Sidewalk Chalk, huge success. The 2 parts plaster of paris, 1 part water recipe was right on - the chalk was set and ready to go within 24 hrs and it writes just like the store-bought kind. Using little waxed paper cups as molds worked out very well - the cups came off the chalk just fine and cups are meant to be held just as much as writing utensils, so the ergonomics are good for the cup chalk.

Making the chalk itself was fun and easy, even more so when we got some of our Kraft Nite regulars involved. Everyone enjoyed the safe but messy mixing and chemical reaction process, especially the bit when you add food color to already mixed plaster and you get cool surface fractal patterns. I’ll be sticking around to do a repeat mini-workshop if anyone’s interested in playing around with making sidewalk chalk tonight too.

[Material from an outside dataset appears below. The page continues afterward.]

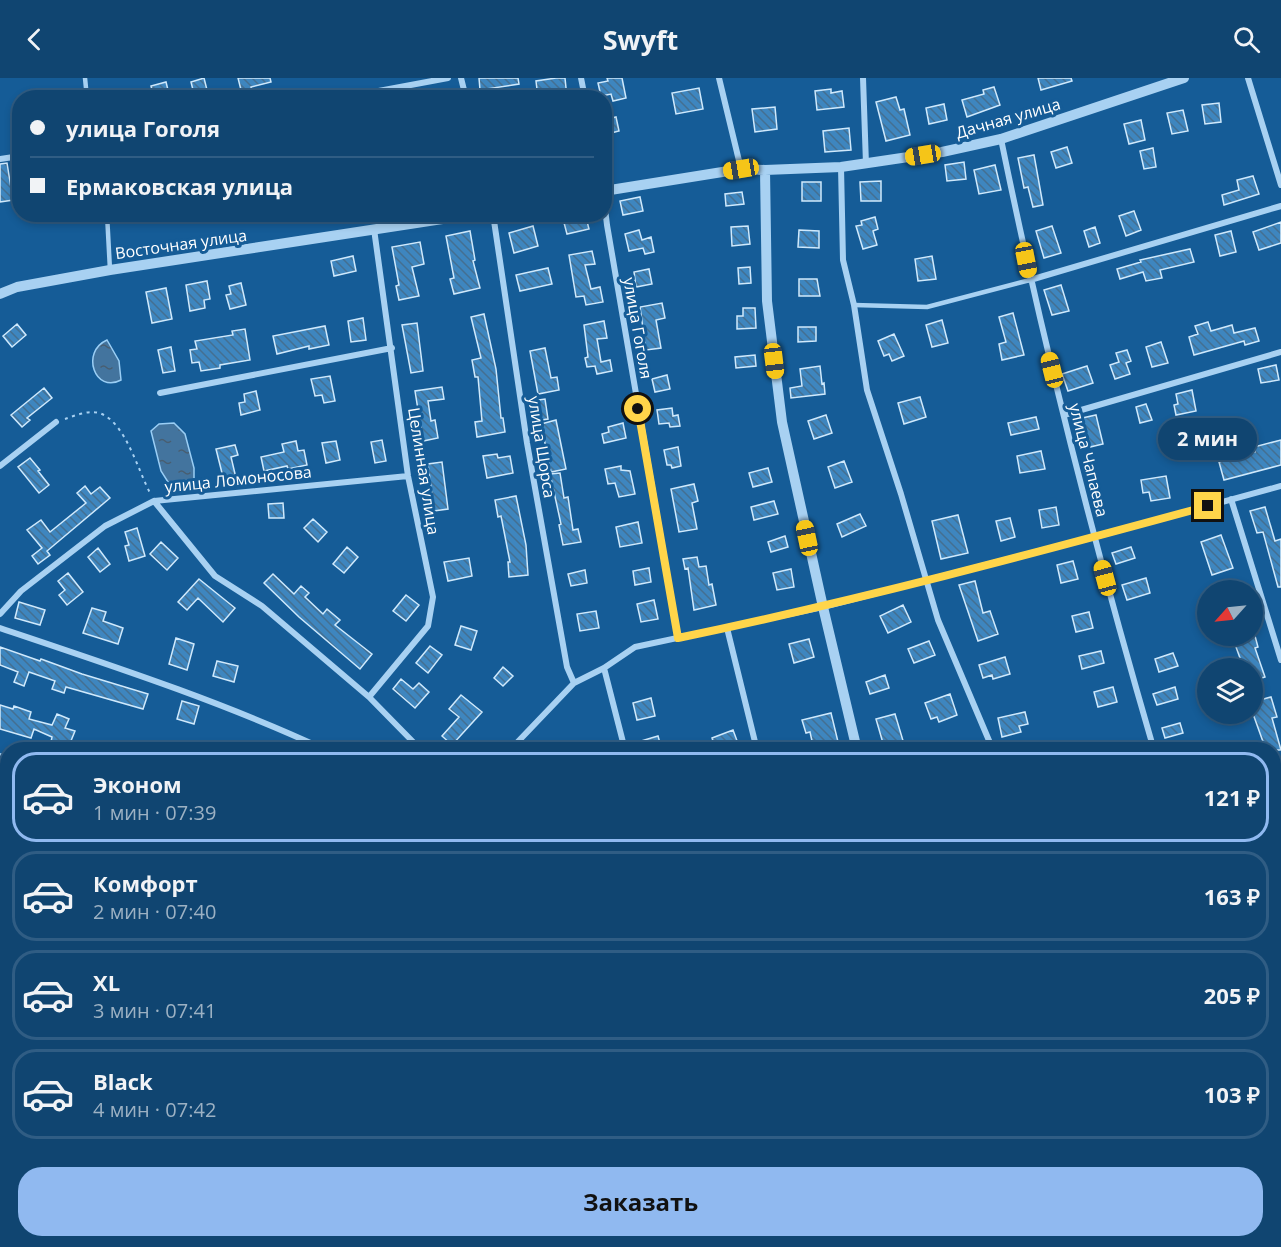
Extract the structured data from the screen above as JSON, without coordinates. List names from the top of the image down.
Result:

A couple of important tips that I learned in the sidewalk chalk creation process:

  • Don’t use unwaxed cardboard as a mold. It’s impossible to remove without the use of sharp objects to scrape off the cardboard that is now bonded to the chalk. If you really like the shape of cardboard TP and paper towel tubes, make sure to line them with waxed paper.
  • A whole lot of food coloring doesn’t go a long way. If you want to make a lot of vibrantly colored chalk, I recommend investing in quarts or gallons of coloring (which you can find online or in restaurant supply stores).
  • Mixing colors doesn’t always turn out how you’d expect. More often than not, red and blue made brown. Since green came with the food coloring set I got, that was no problem at all. I had more success with mixing cool colors, and warm colors together worked out once I added way more food coloring than I thought I’d need to. I think that with a metric ass-ton of food coloring, I could have create pretty purple chalk.
  • You’ll need to protect your furniture more than you need to protect yourself. Gloves were nice to have to keep my hands from getting crusty, but in the end I needed the cardboard I put down to protect the table more. The face mask was totally extraneous. If you’re working with rambunctious children, an apron is in order, but as long as no one starts a plaster fight, unprotected everyday or work clothes do just fine.